You may have a common reaction when you first hear that ringing in your ears: pretend everything’s good. You continue your regular routines: you have a chat with friends, go shopping, and prepare lunch. In the meantime, you’re trying to push that ringing in your ear to the back of your mind. Because there is one thing you feel certain of: your tinnitus will go away on its own.
After several more days of unrelenting ringing and buzzing, however, you begin to have doubts.
This situation happens to other people as well. Tinnitus can be a tricky little affliction, at times it will recede by itself and sometimes, it will stick around for a longer period of time.
When Tinnitus is Likely to Vanish by Itself
Tinnitus is very common everywhere, almost everyone’s had a bout every now and then. Tinnitus is a temporary condition, in most circumstances, and will eventually subside on its own. A rock concert is a good illustration: you go see Bruce Springsteen at your local stadium (it’s a good show) and when you get home, you discover that there is ringing in your ears.
The type of tinnitus that is linked to temporary injury from loud noise will normally subside within a few days (and you chalk it up to the price of seeing your favorite band play live).
Over time loss of hearing can go from temporary or “acute” to permanent or “chronic” because of this exact kind of injury. Too many of those types of concerts and you might end up with permanent tinnitus.
sometimes, Tinnitus Doesn’t Simply Disappear
If your tinnitus lingers for over three months it’s then labeled as chronic tinnitus (but you should have it examined by an expert long before that).
Around 5-15% of individuals globally have recorded symptoms of chronic tinnitus. The exact causes of tinnitus are still not well known although there are some known connections (such as hearing loss).
Normally, a fast cure for tinnitus will be elusive if the triggers aren’t clear. If your ears have been ringing for over three months and there’s no identifiable cause, there’s a strong possibility that the sound will not subside by itself. In those cases, there are treatment possibilities available (like cognitive behavioral therapy or noise-canceling devices) that can help you deal with symptoms and protect your quality of life.
The Cause of Your Tinnitus is Important
It becomes much simpler to mitigate the symptoms of tinnitus when you are able to recognize the underlying causes. If a bacterial ear infection is, for example, the reason for your tinnitus, you can restore a healthy ear and clear hearing by treating it with antibiotics.
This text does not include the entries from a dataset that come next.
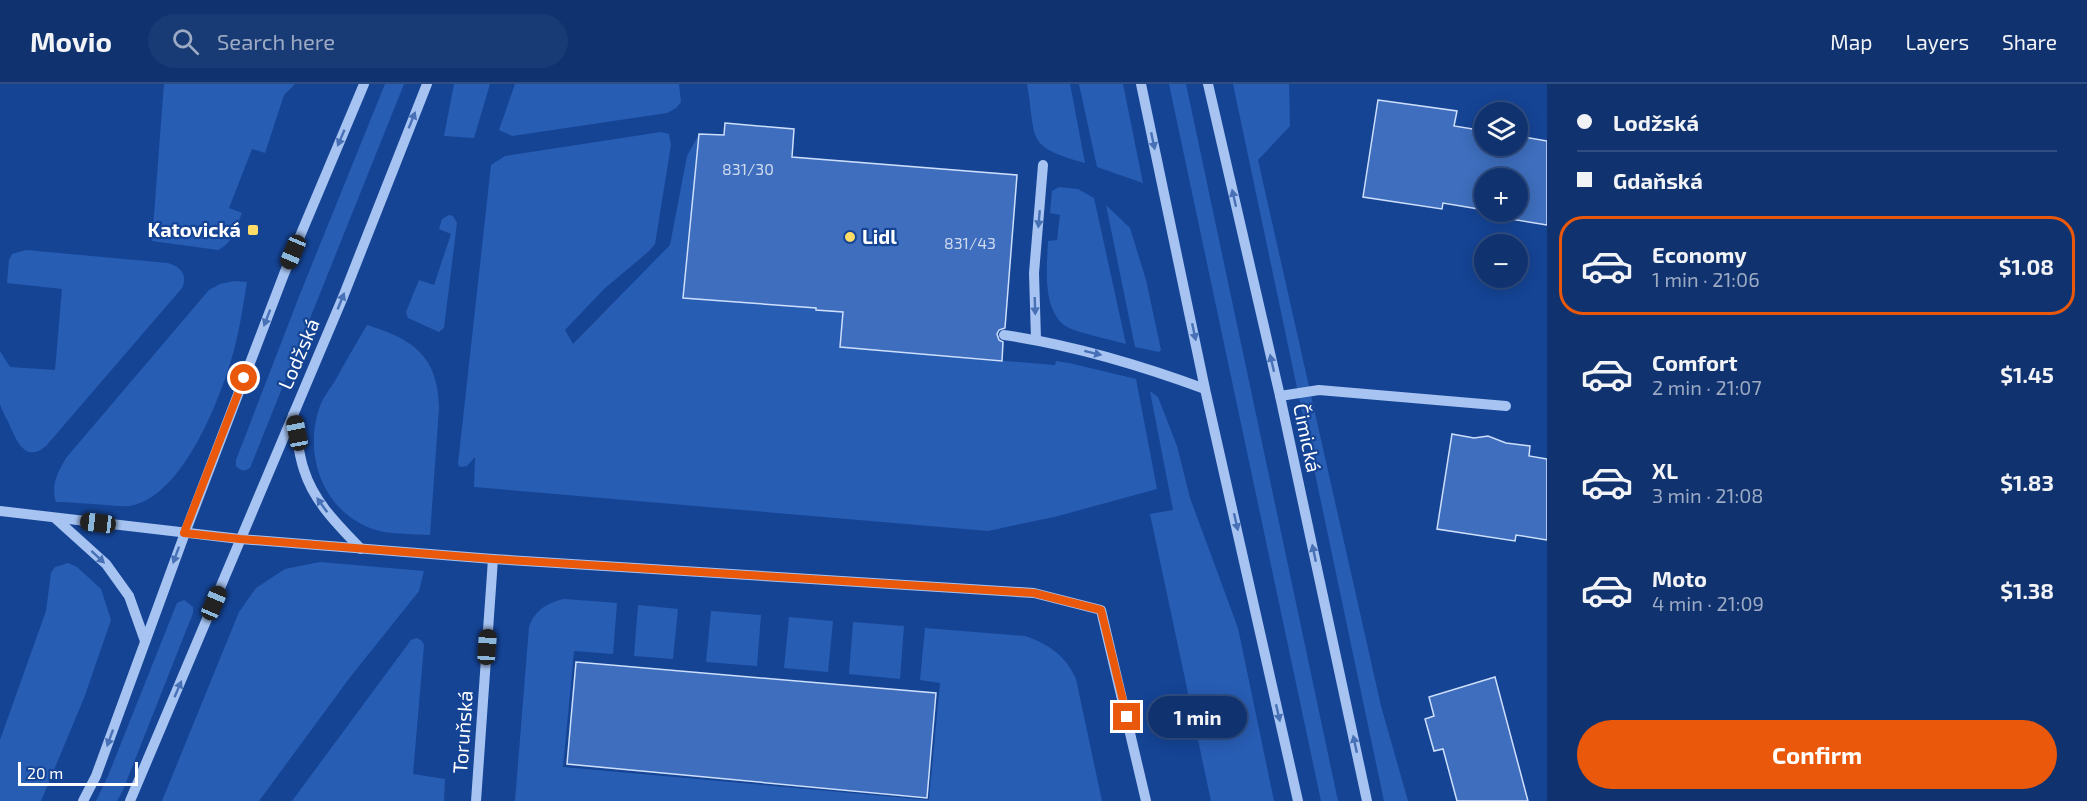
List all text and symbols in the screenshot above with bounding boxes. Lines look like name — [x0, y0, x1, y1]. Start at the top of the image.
search box — [148, 14, 568, 68]
text: Movio — [30, 24, 112, 58]
icon: search — [169, 25, 202, 58]
text: Search here — [217, 28, 335, 54]
text: Map — [1830, 29, 1872, 54]
text: Layers — [1905, 29, 1969, 54]
text: Share — [2002, 29, 2057, 54]
map controls — [1474, 102, 1528, 288]
button: layers — [1474, 102, 1528, 156]
text: Lodžská — [1613, 109, 1699, 135]
one-way arrow — [408, 111, 417, 129]
one-way arrow — [336, 129, 345, 147]
one-way arrow — [1149, 132, 1159, 150]
house number: 831/30 — [722, 159, 774, 178]
text: Gdaňská — [1613, 167, 1703, 193]
button: + — [1474, 168, 1528, 222]
one-way arrow — [1229, 189, 1239, 207]
one-way arrow — [1034, 209, 1044, 228]
place label: Katovická — [148, 217, 241, 241]
marker: Katovická — [246, 223, 260, 237]
place label: Lidl — [862, 224, 897, 248]
marker: Lidl — [843, 230, 857, 244]
car — [278, 232, 308, 272]
house number: 831/43 — [944, 233, 996, 252]
button: − — [1474, 234, 1528, 288]
icon: car — [1580, 239, 1634, 293]
text: Economy — [1652, 241, 1747, 267]
text: $1.08 — [1999, 253, 2054, 279]
text: 1 min · 21:06 — [1652, 267, 1760, 291]
one-way arrow — [336, 292, 346, 310]
one-way arrow — [1031, 297, 1040, 316]
one-way arrow — [262, 309, 271, 327]
street label: Lodžská — [272, 315, 324, 393]
one-way arrow — [1189, 323, 1199, 341]
icon: car — [1580, 347, 1634, 401]
one-way arrow — [1084, 349, 1102, 359]
text: Comfort — [1652, 349, 1737, 375]
one-way arrow — [1267, 353, 1276, 372]
text: $1.45 — [2000, 361, 2054, 387]
route start — [230, 364, 257, 391]
text: 2 min · 21:07 — [1652, 375, 1762, 399]
street label: Čimická — [1289, 401, 1327, 474]
car — [285, 414, 309, 452]
icon: car — [1580, 455, 1634, 509]
text: XL — [1652, 457, 1678, 483]
text: $1.83 — [2000, 469, 2054, 495]
text: 3 min · 21:08 — [1652, 483, 1763, 507]
one-way arrow — [316, 498, 328, 514]
car — [79, 512, 117, 534]
one-way arrow — [1231, 513, 1241, 532]
one-way arrow — [1308, 544, 1318, 562]
one-way arrow — [171, 546, 181, 564]
one-way arrow — [90, 550, 105, 563]
icon: car — [1580, 563, 1634, 617]
text: Moto — [1652, 565, 1707, 591]
text: $1.38 — [2000, 577, 2054, 603]
car — [199, 583, 229, 623]
text: 4 min · 21:09 — [1652, 591, 1764, 615]
car — [477, 628, 497, 666]
one-way arrow — [173, 680, 183, 698]
street label: Toruňská — [447, 690, 477, 774]
callout: 1 min — [1148, 696, 1247, 738]
route end — [1113, 703, 1140, 730]
one-way arrow — [1274, 703, 1284, 722]
text: 1 min — [1173, 705, 1222, 729]
button: Confirm — [1577, 720, 2057, 789]
one-way arrow — [104, 730, 114, 748]
one-way arrow — [1350, 734, 1359, 753]
scale bar — [18, 759, 138, 786]
text: 20 m — [27, 763, 63, 782]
Some causes of acute tinnitus may include:
- Eardrum damage (such as a perforated eardrum)
- Meniere’s disease (this usually has no cure and is often associated with chronic tinnitus)
- Chronic ear infections
- Hearing loss (again, this is often associated with chronic tinnitus)
- A blockage in the ear or ear canal
The Big Question…Will my Tinnitus Ever go Away?
The bottom line is that in most cases, yes, your tinnitus will recede by itself. But it becomes progressively more likely that you’re dealing with chronic tinnitus the longer these tinnitus sounds last.
You can convince yourself that everything is fine and hope that the ringing will simply stop. But there could come a point where your tinnitus starts to become uncomfortable, where it’s tough to concentrate because the sound is too disruptive. And in those instances, you might want a treatment plan more thorough than crossing your fingers.
In most cases, though, in fact, throughout most of your life, your tinnitus will usually go away by itself, a normal reaction to a loud environment (and your body’s way of letting you know to stay away from that environment from now on). Whether that’s acute or chronic tinnitus, well, we’ll only know over time.